=== Your task ===
Check every line below, and copy those that include "start".

=== Data provided ===
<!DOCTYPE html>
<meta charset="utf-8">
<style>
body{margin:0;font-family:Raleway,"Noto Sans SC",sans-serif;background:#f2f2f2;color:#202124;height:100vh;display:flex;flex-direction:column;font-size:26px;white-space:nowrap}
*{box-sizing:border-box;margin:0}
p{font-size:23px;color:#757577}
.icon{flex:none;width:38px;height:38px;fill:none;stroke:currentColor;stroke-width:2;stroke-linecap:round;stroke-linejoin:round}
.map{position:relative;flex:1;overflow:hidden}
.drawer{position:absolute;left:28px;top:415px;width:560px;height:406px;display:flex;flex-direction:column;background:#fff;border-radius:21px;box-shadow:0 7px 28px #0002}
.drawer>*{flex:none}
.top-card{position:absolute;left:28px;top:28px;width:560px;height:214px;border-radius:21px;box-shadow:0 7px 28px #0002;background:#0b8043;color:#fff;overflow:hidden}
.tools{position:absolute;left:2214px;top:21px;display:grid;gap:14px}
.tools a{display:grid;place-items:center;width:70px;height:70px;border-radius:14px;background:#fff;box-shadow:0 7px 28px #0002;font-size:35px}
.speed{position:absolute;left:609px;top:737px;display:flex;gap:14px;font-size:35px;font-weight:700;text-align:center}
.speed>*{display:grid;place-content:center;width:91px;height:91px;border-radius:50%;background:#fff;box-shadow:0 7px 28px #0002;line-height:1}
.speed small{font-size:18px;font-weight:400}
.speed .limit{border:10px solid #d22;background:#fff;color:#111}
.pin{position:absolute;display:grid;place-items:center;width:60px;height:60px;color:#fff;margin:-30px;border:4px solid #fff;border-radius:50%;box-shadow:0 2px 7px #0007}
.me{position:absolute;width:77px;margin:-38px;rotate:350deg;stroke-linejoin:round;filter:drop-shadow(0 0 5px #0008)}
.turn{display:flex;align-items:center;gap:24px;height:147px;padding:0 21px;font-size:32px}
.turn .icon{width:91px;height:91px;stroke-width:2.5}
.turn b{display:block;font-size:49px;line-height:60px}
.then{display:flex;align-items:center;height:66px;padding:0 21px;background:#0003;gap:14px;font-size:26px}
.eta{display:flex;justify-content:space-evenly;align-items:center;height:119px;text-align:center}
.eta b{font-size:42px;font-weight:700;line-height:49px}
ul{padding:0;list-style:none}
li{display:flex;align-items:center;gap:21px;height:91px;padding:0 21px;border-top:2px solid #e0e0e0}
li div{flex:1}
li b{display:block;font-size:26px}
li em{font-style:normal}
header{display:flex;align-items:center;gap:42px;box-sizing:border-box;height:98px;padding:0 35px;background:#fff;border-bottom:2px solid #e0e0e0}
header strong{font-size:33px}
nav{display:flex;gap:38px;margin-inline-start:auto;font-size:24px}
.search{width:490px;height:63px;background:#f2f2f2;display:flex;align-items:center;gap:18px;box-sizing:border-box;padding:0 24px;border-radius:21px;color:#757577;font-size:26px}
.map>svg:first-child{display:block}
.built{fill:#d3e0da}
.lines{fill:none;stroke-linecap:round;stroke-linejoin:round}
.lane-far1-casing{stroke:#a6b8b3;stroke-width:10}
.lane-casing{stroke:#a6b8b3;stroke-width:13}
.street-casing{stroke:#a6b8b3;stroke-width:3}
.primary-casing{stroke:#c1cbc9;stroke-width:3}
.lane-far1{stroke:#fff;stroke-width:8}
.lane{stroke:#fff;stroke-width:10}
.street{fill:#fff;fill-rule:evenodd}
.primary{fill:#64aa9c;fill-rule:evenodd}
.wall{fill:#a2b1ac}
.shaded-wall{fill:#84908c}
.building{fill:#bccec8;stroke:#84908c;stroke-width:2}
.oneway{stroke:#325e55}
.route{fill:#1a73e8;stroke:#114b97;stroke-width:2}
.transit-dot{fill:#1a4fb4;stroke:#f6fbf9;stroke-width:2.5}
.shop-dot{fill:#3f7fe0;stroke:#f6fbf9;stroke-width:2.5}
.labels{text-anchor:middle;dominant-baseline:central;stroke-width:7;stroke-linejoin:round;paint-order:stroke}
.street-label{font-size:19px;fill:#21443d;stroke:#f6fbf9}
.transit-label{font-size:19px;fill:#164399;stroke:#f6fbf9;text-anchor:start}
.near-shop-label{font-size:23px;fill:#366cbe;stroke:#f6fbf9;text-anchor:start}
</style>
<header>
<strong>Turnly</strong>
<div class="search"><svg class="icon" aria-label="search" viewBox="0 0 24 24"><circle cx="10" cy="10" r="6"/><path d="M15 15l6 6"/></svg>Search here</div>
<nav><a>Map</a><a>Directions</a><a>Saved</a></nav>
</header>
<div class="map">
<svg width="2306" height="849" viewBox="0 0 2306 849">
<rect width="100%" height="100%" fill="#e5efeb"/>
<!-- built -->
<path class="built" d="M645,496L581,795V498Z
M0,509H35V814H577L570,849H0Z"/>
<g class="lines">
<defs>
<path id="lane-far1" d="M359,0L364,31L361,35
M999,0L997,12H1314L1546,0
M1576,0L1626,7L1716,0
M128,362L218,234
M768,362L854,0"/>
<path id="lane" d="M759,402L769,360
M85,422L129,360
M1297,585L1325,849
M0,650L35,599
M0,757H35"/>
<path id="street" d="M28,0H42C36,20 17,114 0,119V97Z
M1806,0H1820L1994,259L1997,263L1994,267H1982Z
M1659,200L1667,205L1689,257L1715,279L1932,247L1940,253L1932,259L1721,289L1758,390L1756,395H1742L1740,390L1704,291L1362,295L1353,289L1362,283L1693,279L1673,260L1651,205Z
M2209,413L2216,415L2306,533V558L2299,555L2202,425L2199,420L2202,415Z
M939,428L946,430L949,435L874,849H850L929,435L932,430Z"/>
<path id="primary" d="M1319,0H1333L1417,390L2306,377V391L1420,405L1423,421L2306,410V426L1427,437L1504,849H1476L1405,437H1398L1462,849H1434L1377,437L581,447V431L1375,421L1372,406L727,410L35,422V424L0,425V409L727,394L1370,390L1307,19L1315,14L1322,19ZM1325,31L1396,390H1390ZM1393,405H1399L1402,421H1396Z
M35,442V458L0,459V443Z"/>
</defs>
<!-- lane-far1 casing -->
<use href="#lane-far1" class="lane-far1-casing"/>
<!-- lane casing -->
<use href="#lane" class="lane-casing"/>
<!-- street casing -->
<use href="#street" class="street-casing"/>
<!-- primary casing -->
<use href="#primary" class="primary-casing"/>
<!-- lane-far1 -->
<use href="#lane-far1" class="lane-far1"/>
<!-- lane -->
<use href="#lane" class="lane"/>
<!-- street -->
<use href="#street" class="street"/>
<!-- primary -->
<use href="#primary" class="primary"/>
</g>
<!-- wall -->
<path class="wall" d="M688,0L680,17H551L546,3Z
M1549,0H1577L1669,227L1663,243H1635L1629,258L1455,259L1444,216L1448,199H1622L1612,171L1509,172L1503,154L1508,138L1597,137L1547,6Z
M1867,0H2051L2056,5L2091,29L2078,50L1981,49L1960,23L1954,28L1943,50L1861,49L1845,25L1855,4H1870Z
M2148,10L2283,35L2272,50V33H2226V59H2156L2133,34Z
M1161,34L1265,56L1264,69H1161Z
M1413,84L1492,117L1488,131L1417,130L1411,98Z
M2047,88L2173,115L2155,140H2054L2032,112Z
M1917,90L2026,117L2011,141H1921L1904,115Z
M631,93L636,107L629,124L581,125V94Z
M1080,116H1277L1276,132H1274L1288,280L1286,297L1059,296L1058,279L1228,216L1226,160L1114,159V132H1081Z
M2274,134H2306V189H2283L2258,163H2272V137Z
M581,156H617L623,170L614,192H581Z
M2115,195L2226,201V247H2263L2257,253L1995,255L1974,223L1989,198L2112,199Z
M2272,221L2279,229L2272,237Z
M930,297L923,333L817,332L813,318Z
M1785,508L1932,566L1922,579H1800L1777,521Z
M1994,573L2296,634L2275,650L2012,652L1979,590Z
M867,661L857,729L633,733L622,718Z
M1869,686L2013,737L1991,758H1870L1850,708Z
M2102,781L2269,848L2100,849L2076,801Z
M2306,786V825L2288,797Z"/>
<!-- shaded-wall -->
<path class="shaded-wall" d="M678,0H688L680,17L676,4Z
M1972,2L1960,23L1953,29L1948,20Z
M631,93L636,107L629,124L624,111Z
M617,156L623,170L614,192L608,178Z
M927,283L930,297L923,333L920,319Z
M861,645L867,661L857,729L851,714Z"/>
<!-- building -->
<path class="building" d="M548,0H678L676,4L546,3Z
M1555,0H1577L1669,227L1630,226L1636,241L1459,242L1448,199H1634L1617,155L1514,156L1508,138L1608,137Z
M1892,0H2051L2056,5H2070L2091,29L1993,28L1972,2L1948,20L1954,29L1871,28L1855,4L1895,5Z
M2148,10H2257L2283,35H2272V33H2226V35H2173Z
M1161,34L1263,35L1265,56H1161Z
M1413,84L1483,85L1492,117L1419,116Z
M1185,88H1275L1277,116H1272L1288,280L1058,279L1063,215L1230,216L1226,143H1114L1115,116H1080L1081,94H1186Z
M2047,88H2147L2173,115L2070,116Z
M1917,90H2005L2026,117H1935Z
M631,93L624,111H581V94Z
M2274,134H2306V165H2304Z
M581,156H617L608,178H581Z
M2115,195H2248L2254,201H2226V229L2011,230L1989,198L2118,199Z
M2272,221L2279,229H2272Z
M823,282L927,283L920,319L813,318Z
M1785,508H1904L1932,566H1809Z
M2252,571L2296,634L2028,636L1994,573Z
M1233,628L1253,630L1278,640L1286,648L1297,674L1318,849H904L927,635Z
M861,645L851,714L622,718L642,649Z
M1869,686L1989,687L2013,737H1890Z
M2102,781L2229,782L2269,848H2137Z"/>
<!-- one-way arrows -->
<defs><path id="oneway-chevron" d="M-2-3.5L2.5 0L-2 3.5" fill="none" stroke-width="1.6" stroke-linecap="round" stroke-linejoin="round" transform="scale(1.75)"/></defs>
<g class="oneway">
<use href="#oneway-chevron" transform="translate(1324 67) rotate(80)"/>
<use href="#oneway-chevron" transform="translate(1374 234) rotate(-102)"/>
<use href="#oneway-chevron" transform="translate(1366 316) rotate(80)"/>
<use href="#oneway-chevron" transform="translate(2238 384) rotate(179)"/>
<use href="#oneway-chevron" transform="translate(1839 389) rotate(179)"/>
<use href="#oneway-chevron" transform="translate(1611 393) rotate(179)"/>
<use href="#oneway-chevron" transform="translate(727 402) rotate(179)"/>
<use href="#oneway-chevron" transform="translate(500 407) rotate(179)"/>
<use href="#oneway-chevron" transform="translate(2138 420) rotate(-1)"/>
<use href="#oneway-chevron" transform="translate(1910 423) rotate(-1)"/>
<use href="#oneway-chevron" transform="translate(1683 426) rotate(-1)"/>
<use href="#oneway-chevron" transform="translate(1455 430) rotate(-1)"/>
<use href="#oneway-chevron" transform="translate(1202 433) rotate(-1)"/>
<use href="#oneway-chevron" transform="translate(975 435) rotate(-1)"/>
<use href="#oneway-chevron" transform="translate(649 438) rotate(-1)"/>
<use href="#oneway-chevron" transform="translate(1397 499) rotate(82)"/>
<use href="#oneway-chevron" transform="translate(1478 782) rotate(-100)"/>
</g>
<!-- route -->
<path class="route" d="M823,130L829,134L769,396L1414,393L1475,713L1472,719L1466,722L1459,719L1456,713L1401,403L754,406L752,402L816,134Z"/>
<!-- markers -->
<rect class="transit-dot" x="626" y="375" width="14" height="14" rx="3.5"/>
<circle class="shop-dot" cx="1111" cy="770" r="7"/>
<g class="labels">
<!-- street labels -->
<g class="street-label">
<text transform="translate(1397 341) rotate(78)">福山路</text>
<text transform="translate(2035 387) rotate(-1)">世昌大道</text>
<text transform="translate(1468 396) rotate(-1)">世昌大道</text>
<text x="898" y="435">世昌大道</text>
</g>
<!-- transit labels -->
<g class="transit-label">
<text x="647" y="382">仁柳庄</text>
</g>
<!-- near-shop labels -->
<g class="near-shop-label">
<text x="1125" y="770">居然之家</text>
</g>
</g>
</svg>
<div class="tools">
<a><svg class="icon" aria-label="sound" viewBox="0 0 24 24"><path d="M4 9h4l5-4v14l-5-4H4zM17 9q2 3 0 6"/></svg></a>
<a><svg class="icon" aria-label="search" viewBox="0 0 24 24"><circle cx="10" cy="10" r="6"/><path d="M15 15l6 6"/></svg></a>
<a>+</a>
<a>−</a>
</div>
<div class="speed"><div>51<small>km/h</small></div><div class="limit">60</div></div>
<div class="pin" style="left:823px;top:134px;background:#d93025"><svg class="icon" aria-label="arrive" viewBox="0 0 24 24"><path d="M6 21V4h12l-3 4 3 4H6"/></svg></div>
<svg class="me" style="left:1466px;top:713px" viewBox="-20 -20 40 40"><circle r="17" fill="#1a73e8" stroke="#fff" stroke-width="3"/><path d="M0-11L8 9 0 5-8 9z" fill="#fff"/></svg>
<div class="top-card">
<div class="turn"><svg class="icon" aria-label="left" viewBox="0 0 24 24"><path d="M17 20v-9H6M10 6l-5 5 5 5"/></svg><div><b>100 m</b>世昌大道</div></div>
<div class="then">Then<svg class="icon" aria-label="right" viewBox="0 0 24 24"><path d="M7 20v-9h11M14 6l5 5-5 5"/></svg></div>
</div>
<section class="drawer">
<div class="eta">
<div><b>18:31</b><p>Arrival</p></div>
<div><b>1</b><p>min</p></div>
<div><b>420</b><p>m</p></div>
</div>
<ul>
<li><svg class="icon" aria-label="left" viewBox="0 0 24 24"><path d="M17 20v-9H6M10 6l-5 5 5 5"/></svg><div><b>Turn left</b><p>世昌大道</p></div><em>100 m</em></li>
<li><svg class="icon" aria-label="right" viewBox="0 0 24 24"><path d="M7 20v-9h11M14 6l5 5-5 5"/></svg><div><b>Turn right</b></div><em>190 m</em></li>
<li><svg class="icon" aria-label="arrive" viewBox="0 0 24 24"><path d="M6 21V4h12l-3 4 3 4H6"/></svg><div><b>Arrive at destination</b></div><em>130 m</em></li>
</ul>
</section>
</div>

=== The completed task ===
nav{display:flex;gap:38px;margin-inline-start:auto;font-size:24px}
.transit-label{font-size:19px;fill:#164399;stroke:#f6fbf9;text-anchor:start}
.near-shop-label{font-size:23px;fill:#366cbe;stroke:#f6fbf9;text-anchor:start}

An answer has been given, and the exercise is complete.